The GAN setup is a minimax game straight out of game theory. The generator takes random noise (a latent vector, typically sampled from a Gaussian) and maps it to a data sample — an image, usually. The discriminator receives both real samples from the training set and fake samples from the generator, and outputs a probability that each sample is real. The generator is trained to maximize the discriminator's error, while the discriminator is trained to minimize it. In theory, this converges to a Nash equilibrium where the generator produces outputs indistinguishable from real data and the discriminator is reduced to guessing at 50/50. In practice, getting there is another story entirely.
Training instability was the defining challenge of GANs for years. Mode collapse — where the generator learns to produce only a narrow slice of possible outputs — plagued early architectures. If the discriminator gets too strong too fast, the gradient signal to the generator vanishes and learning stalls.
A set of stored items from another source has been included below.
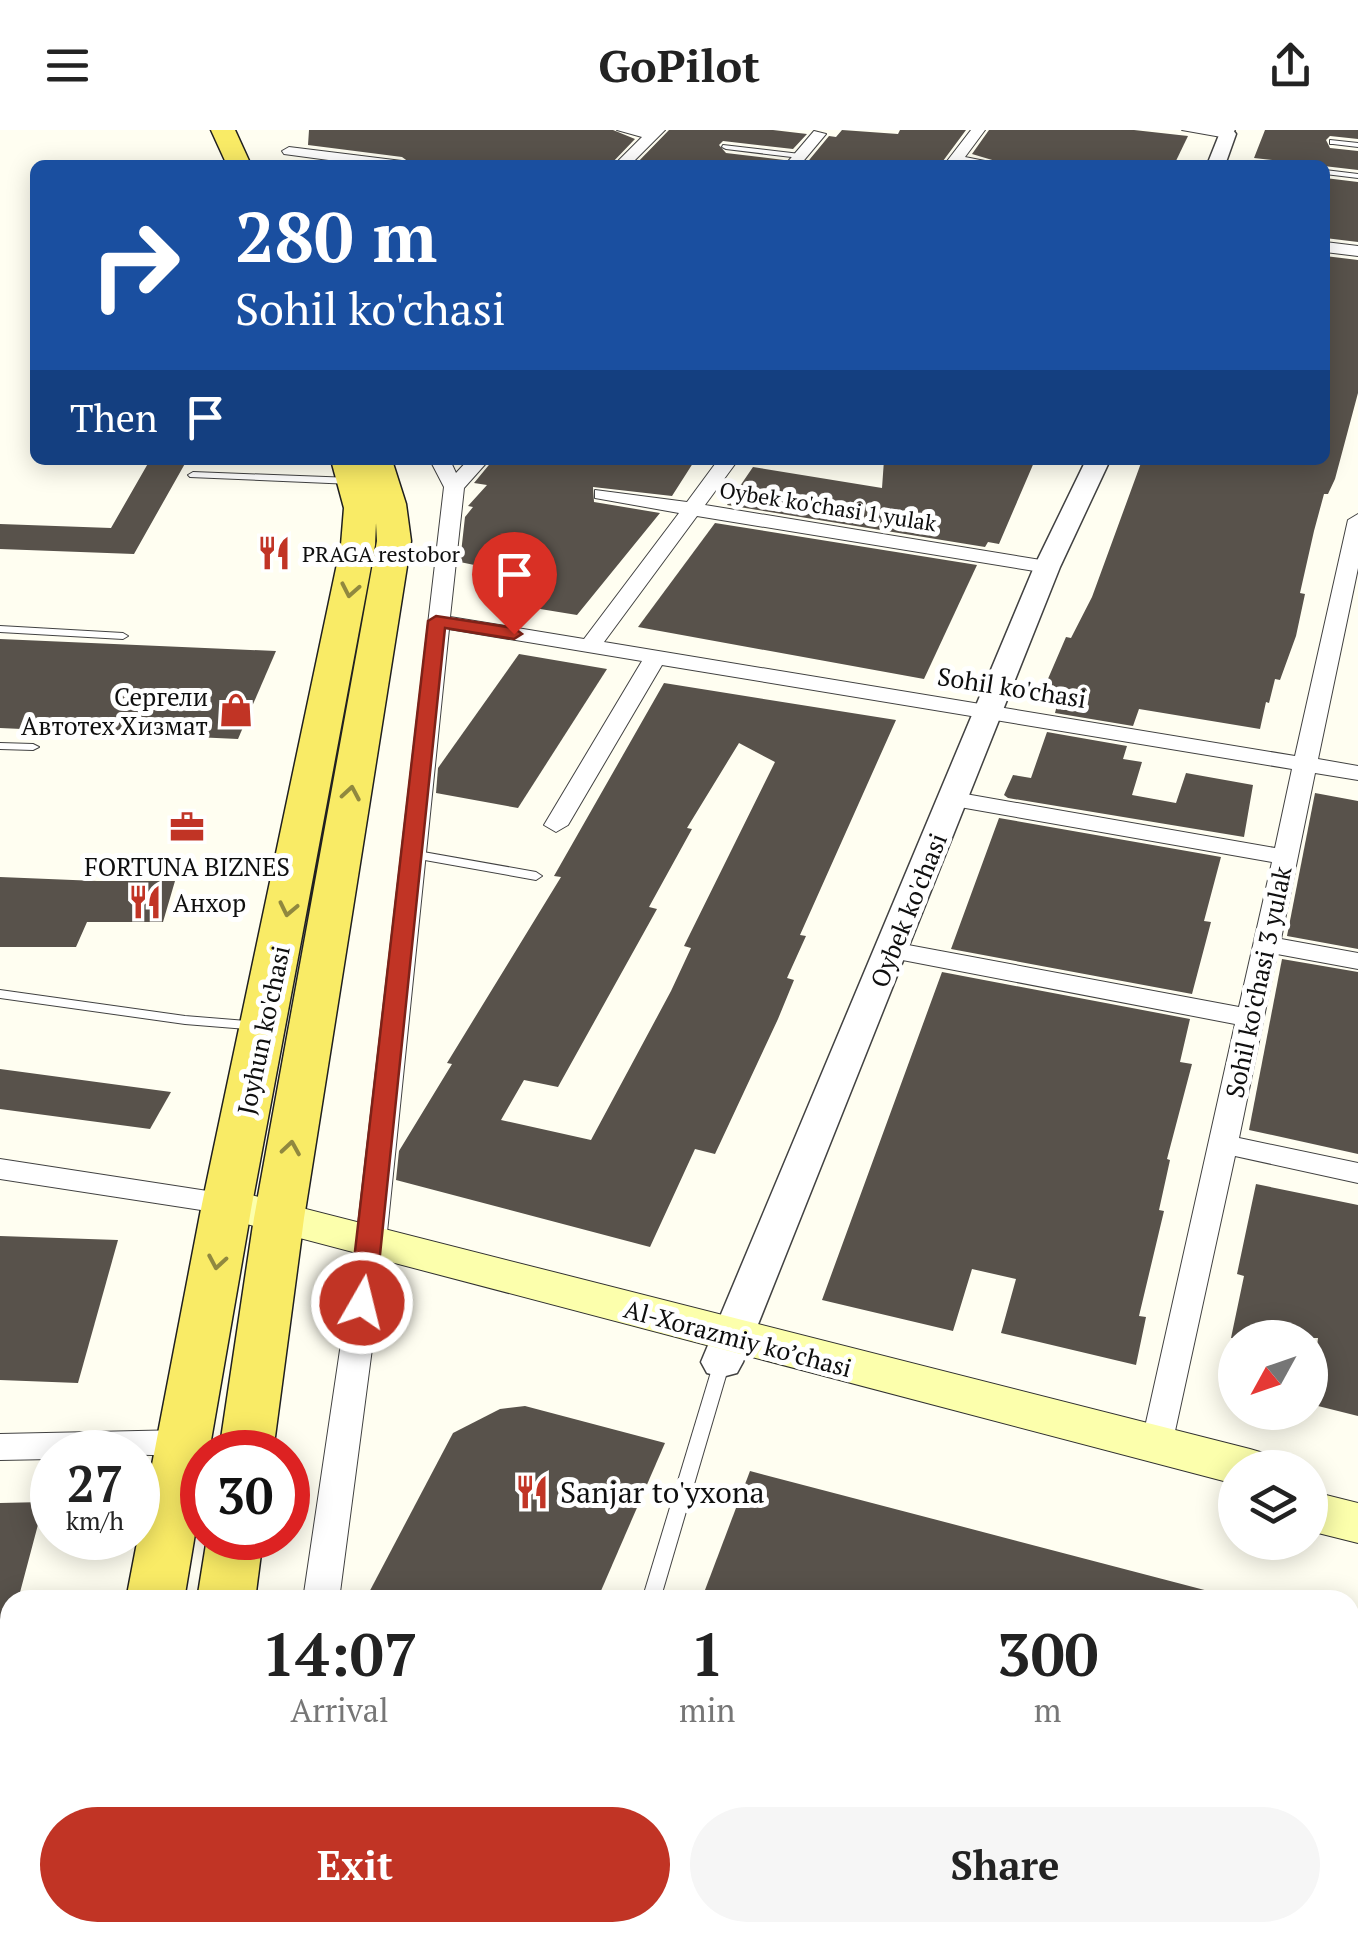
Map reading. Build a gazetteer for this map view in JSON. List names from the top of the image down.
{
  "streets": {
    "main road": ["Joyhun ko'chasi", "Al-Xorazmiy ko’chasi"],
    "street": [
      "Oybek ko'chasi 1 yulak",
      "Sohil ko'chasi",
      "Oybek ko'chasi",
      "Sohil ko'chasi 3 yulak"
    ]
  },
  "crossings": [
    ["Oybek ko'chasi 1 yulak", "Oybek ko'chasi"],
    ["Sohil ko'chasi", "Oybek ko'chasi"],
    ["Sohil ko'chasi", "Sohil ko'chasi 3 yulak"],
    ["Oybek ko'chasi", "Al-Xorazmiy ko’chasi"],
    ["Sohil ko'chasi 3 yulak", "Al-Xorazmiy ko’chasi"],
    ["Joyhun ko'chasi", "Al-Xorazmiy ko’chasi"]
  ],
  "places": {
    "restaurant": ["PRAGA restobor", "Анхор", "Sanjar to'yxona"],
    "shop": ["Сергели Автотех Хизмат"],
    "office": ["FORTUNA BIZNES"]
  },
  "north": "bottom left",
  "page": {
    "header": "GoPilot",
    "turn": ["280 m", "Sohil ko'chasi"],
    "then": "Then",
    "speed": "27 km/h",
    "limit": "30",
    "eta": [
      "14:07",
      "Arrival",
      "1",
      "min",
      "300",
      "m"
    ],
    "buttons": ["Exit", "Share"]
  }
}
If the generator finds a cheap trick that fools the discriminator, it exploits it relentlessly instead of learning diverse outputs. Wasserstein GANs (WGAN) addressed this with a different loss function that provides more meaningful gradients. Progressive growing (ProGAN) built images up from low resolution to high, stabilizing training enormously. StyleGAN and StyleGAN2 from NVIDIA refined this further, producing the famous "this person does not exist" faces that first shocked the public into taking AI image generation seriously.
The real superpower of GANs was always speed. Because generation is a single forward pass through the generator network, a trained GAN can produce an image in milliseconds. Compare this to diffusion models, which need 20-50 iterative passes. This is why GANs still have a niche in real-time applications: video game texture upscaling (NVIDIA DLSS uses a GAN-like architecture), real-time face filters, style transfer in mobile apps, and super-resolution. When you need images at 30+ FPS, the iterative refinement loop of diffusion is too slow without heavy distillation.
Ian Goodfellow introduced GANs in 2014, and the architecture went through an extraordinary evolution: DCGAN brought convolutional structure (2015), conditional GANs enabled class-specific generation, pix2pix and CycleGAN handled image-to-image translation, BigGAN scaled up to ImageNet quality, and StyleGAN made photorealistic faces routine. For about eight years, if you saw an AI-generated image, it almost certainly came from a GAN. The shift to diffusion happened because diffusion models solved the problems GANs could not: training stability, output diversity, and fine-grained text conditioning. You did not need to play the delicate balancing act of adversarial training.
A misconception worth correcting: GANs are not dead. They are no longer the default for image generation, but the adversarial training principle shows up everywhere. GAN-based discriminators are used as perceptual loss functions for super-resolution and compression. Adversarial training hardens models against attacks. And some of the fastest diffusion approaches (like Adversarial Diffusion Distillation in SDXL Turbo) actually use a GAN discriminator to distill slow diffusion models into fast few-step generators — a neat full-circle moment where GANs help make their successors faster.